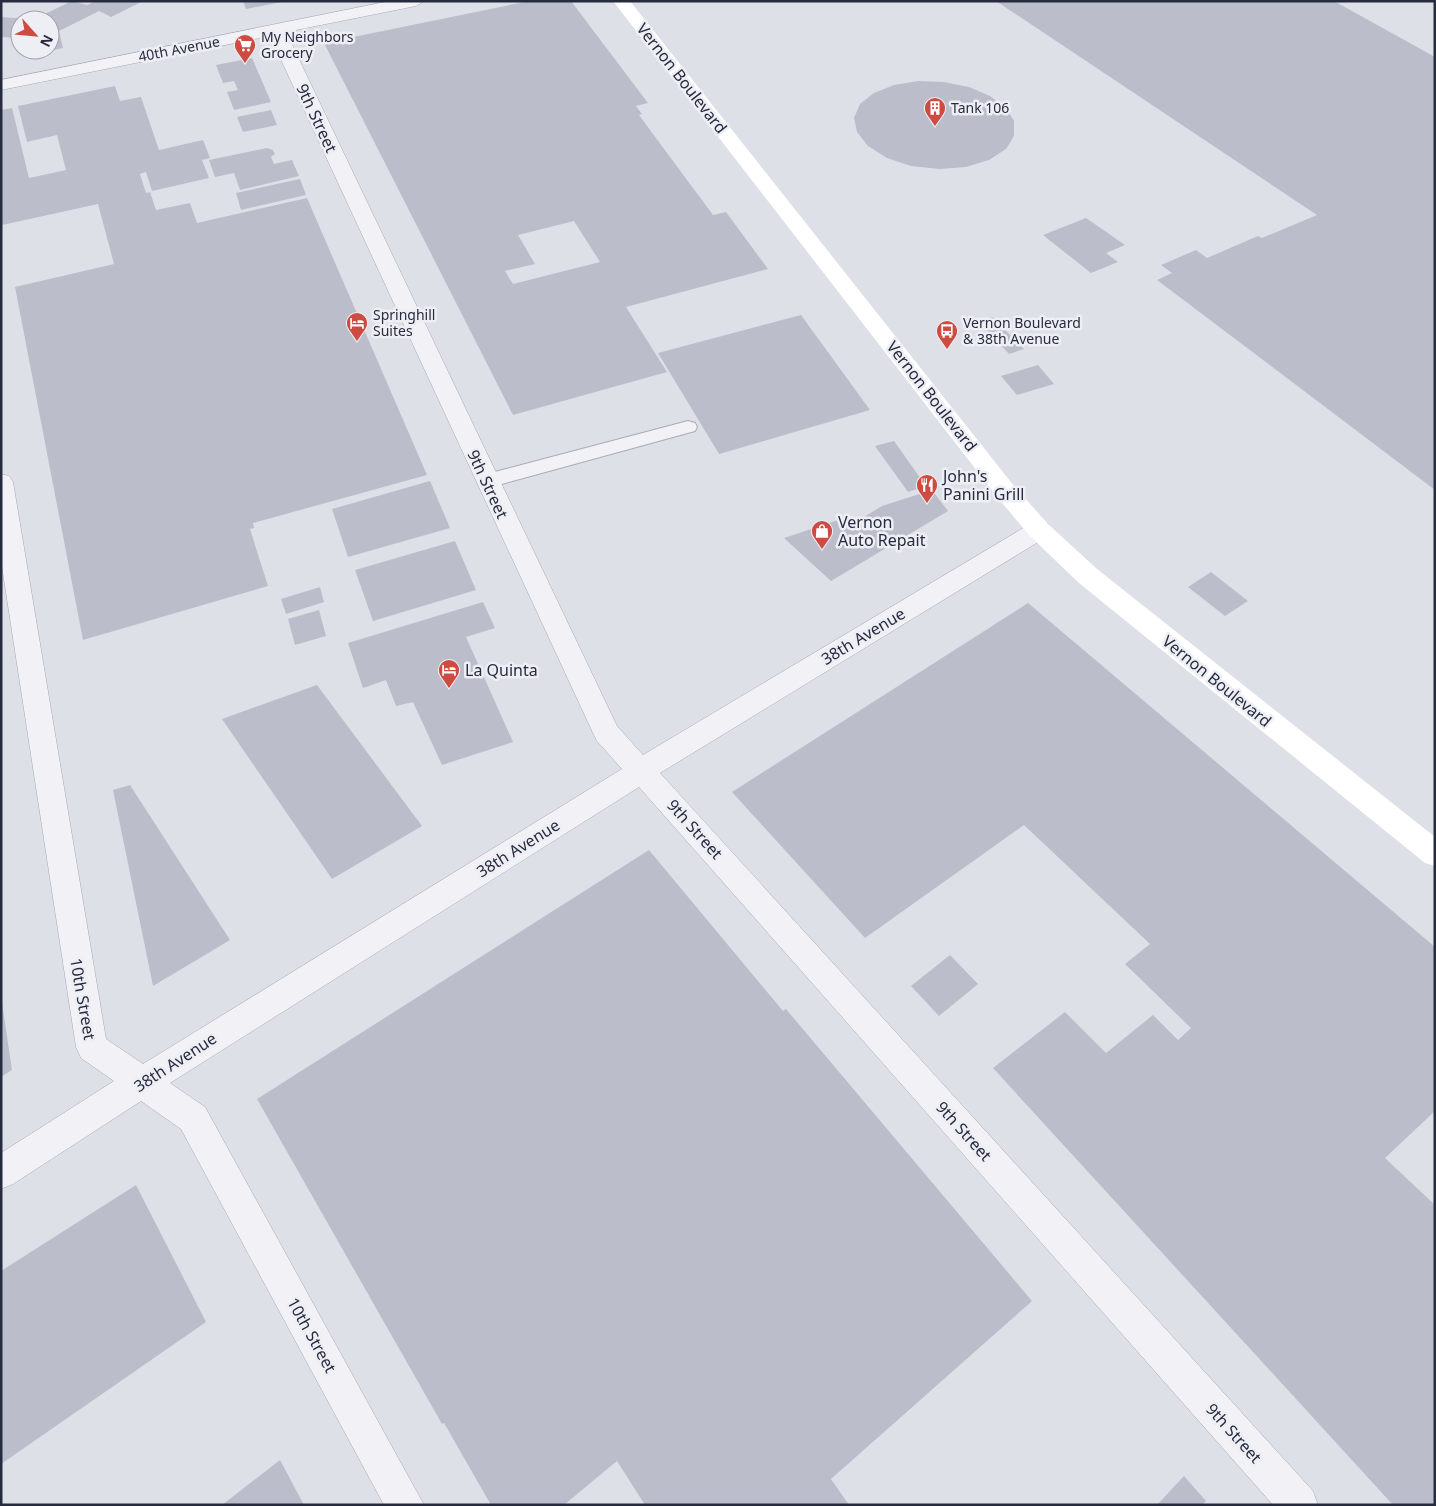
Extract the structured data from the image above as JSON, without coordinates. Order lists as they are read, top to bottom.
{
  "streets": {
    "main road": ["Vernon Boulevard"],
    "street": [
      "40th Avenue",
      "9th Street",
      "38th Avenue",
      "10th Street"
    ]
  },
  "crossings": [
    ["40th Avenue", "9th Street"],
    ["Vernon Boulevard", "38th Avenue"],
    ["9th Street", "38th Avenue"],
    ["38th Avenue", "10th Street"]
  ],
  "places": {
    "supermarket": ["My Neighbors Grocery"],
    "building": ["Tank 106"],
    "hotel": ["Springhill Suites", "La Quinta"],
    "bus stop": ["Vernon Boulevard & 38th Avenue"],
    "restaurant": ["John's Panini Grill"],
    "shop": ["Vernon Auto Repait"]
  },
  "north": "bottom right"
}
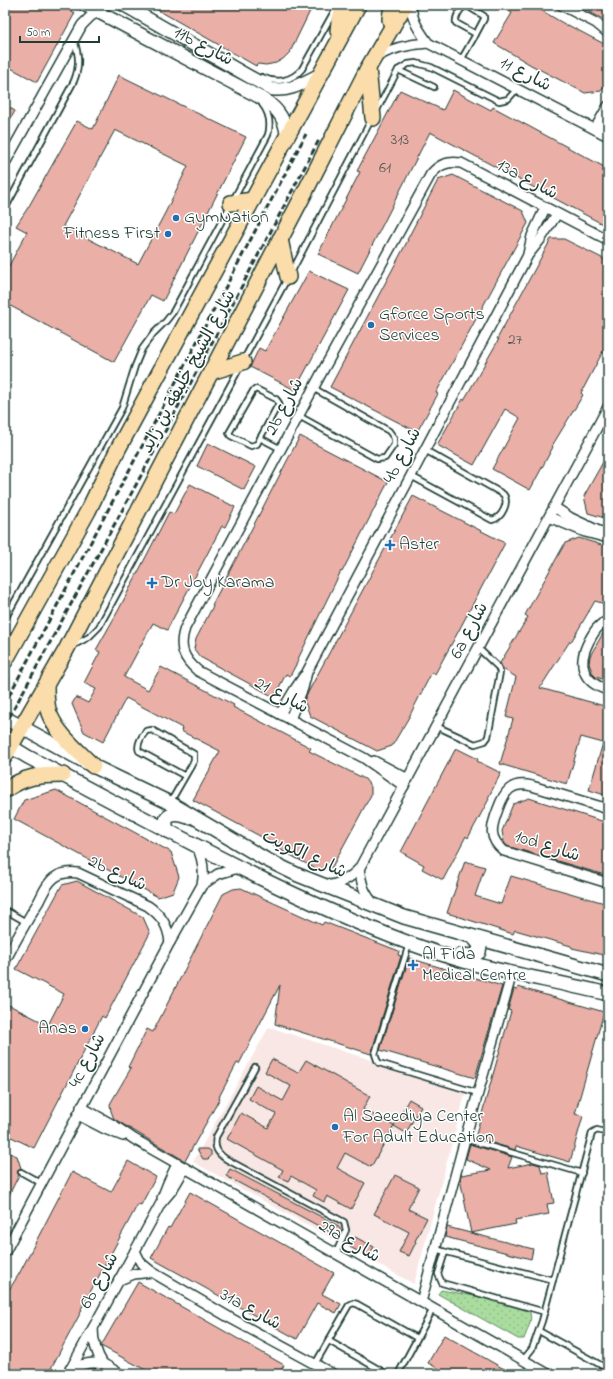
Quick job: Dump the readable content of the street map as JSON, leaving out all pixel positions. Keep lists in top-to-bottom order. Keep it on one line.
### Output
{"streets":{"main road":["شارع الشيخ خليفة بن زايد","شارع الكويت"],"street":["11b شارع","شارع 11","13a شارع","2b شارع","4b شارع","6a شارع","شارع 21","10d شارع","4c شارع","29a شارع","6b شارع","31a شارع"]},"crossings":[["11b شارع","شارع الشيخ خليفة بن زايد"],["13a شارع","2b شارع"],["13a شارع","4b شارع"],["شارع الشيخ خليفة بن زايد","شارع الكويت"],["2b شارع","شارع 21"],["2b شارع","4c شارع"],["4b شارع","شارع 21"],["6a شارع","شارع 21"],["6a شارع","شارع الكويت"],["4c شارع","29a شارع"],["29a شارع","6b شارع"],["6b شارع","31a شارع"]],"places":{"other":["GymNation","Fitness First","Gforce Sports Services","Anas","Al Saeediya Center For Adult Education"],"health":["Aster","Dr Joy Karama","Al Fida Medical Centre"]},"house_numbers":["313","61","27"],"scale_bar":"50 m"}
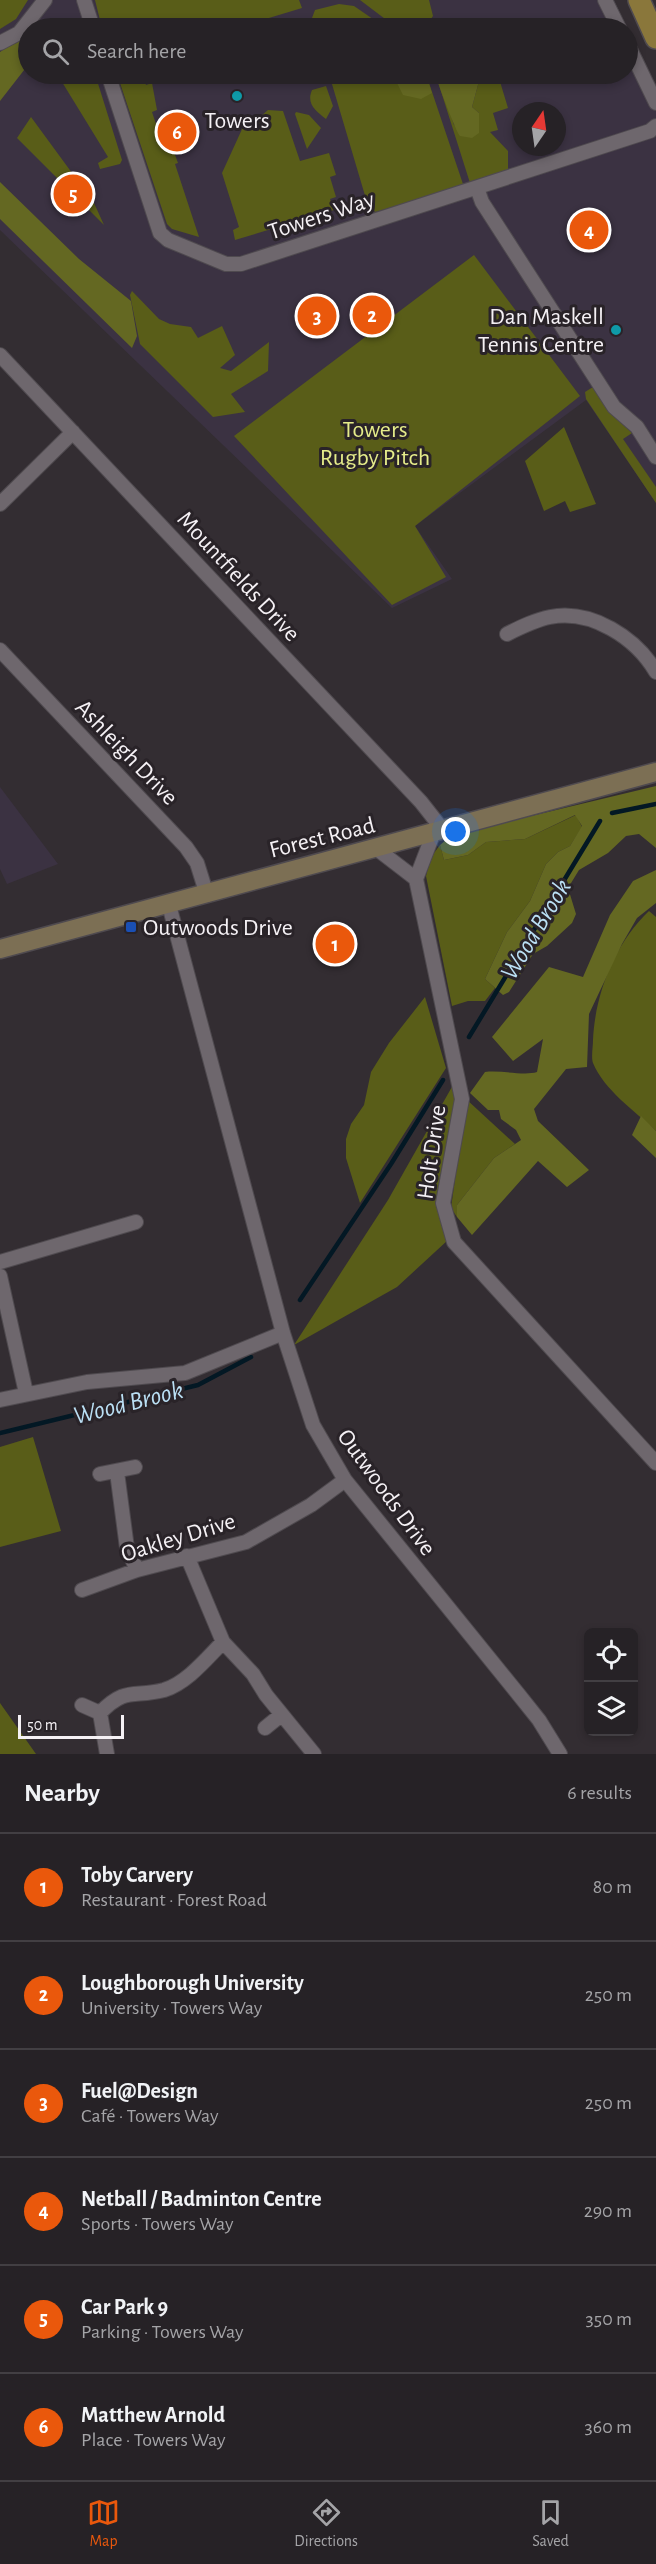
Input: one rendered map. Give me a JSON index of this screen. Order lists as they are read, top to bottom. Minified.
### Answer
{"streets":{"street":["Towers Way","Mountfields Drive","Ashleigh Drive","Forest Road","Holt Drive","Outwoods Drive","Oakley Drive"]},"crossings":[["Mountfields Drive","Forest Road"],["Ashleigh Drive","Forest Road"],["Forest Road","Outwoods Drive"],["Outwoods Drive","Oakley Drive"]],"water":["Wood Brook"],"parks":["Towers Rugby Pitch"],"places":{"other":["Towers","Dan Maskell Tennis Centre"],"transit":["Outwoods Drive"]},"scale_bar":"50 m","north":"top","page":{"search":"Search here","pins":["6","5","4","2","3","1"],"scale":"50 m","heading":["Nearby","6 results"],"list":[{"mark":"1","name":"Toby Carvery","note":"Restaurant · Forest Road","value":"80 m"},{"mark":"2","name":"Loughborough University","note":"University · Towers Way","value":"250 m"},{"mark":"3","name":"Fuel@Design","note":"Café · Towers Way","value":"250 m"},{"mark":"4","name":"Netball / Badminton Centre","note":"Sports · Towers Way","value":"290 m"},{"mark":"5","name":"Car Park 9","note":"Parking · Towers Way","value":"350 m"},{"mark":"6","name":"Matthew Arnold","note":"Place · Towers Way","value":"360 m"}],"nav":["Map","Directions","Saved"]}}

Exercise
The answer consists of the records repeated exactly, without any images.

Exercise answer
Extract the structured data from the image above as JSON, without coordinates. Order lists as they are read, top to bottom.
{
  "streets": {
    "main road": ["Vernon Boulevard"],
    "street": [
      "40th Avenue",
      "9th Street",
      "38th Avenue",
      "10th Street"
    ]
  },
  "crossings": [
    ["40th Avenue", "9th Street"],
    ["Vernon Boulevard", "38th Avenue"],
    ["9th Street", "38th Avenue"],
    ["38th Avenue", "10th Street"]
  ],
  "places": {
    "supermarket": ["My Neighbors Grocery"],
    "building": ["Tank 106"],
    "hotel": ["Springhill Suites", "La Quinta"],
    "bus stop": ["Vernon Boulevard & 38th Avenue"],
    "restaurant": ["John's Panini Grill"],
    "shop": ["Vernon Auto Repait"]
  },
  "north": "bottom right"
}
Quick job: Dump the readable content of the street map as JSON, leaving out all pixel positions. Keep lists in top-to-bottom order. Keep it on one line.
### Output
{"streets":{"main road":["شارع الشيخ خليفة بن زايد","شارع الكويت"],"street":["11b شارع","شارع 11","13a شارع","2b شارع","4b شارع","6a شارع","شارع 21","10d شارع","4c شارع","29a شارع","6b شارع","31a شارع"]},"crossings":[["11b شارع","شارع الشيخ خليفة بن زايد"],["13a شارع","2b شارع"],["13a شارع","4b شارع"],["شارع الشيخ خليفة بن زايد","شارع الكويت"],["2b شارع","شارع 21"],["2b شارع","4c شارع"],["4b شارع","شارع 21"],["6a شارع","شارع 21"],["6a شارع","شارع الكويت"],["4c شارع","29a شارع"],["29a شارع","6b شارع"],["6b شارع","31a شارع"]],"places":{"other":["GymNation","Fitness First","Gforce Sports Services","Anas","Al Saeediya Center For Adult Education"],"health":["Aster","Dr Joy Karama","Al Fida Medical Centre"]},"house_numbers":["313","61","27"],"scale_bar":"50 m"}
Input: one rendered map. Give me a JSON index of this screen. Order lists as they are read, top to bottom. Minified.
### Answer
{"streets":{"street":["Towers Way","Mountfields Drive","Ashleigh Drive","Forest Road","Holt Drive","Outwoods Drive","Oakley Drive"]},"crossings":[["Mountfields Drive","Forest Road"],["Ashleigh Drive","Forest Road"],["Forest Road","Outwoods Drive"],["Outwoods Drive","Oakley Drive"]],"water":["Wood Brook"],"parks":["Towers Rugby Pitch"],"places":{"other":["Towers","Dan Maskell Tennis Centre"],"transit":["Outwoods Drive"]},"scale_bar":"50 m","north":"top","page":{"search":"Search here","pins":["6","5","4","2","3","1"],"scale":"50 m","heading":["Nearby","6 results"],"list":[{"mark":"1","name":"Toby Carvery","note":"Restaurant · Forest Road","value":"80 m"},{"mark":"2","name":"Loughborough University","note":"University · Towers Way","value":"250 m"},{"mark":"3","name":"Fuel@Design","note":"Café · Towers Way","value":"250 m"},{"mark":"4","name":"Netball / Badminton Centre","note":"Sports · Towers Way","value":"290 m"},{"mark":"5","name":"Car Park 9","note":"Parking · Towers Way","value":"350 m"},{"mark":"6","name":"Matthew Arnold","note":"Place · Towers Way","value":"360 m"}],"nav":["Map","Directions","Saved"]}}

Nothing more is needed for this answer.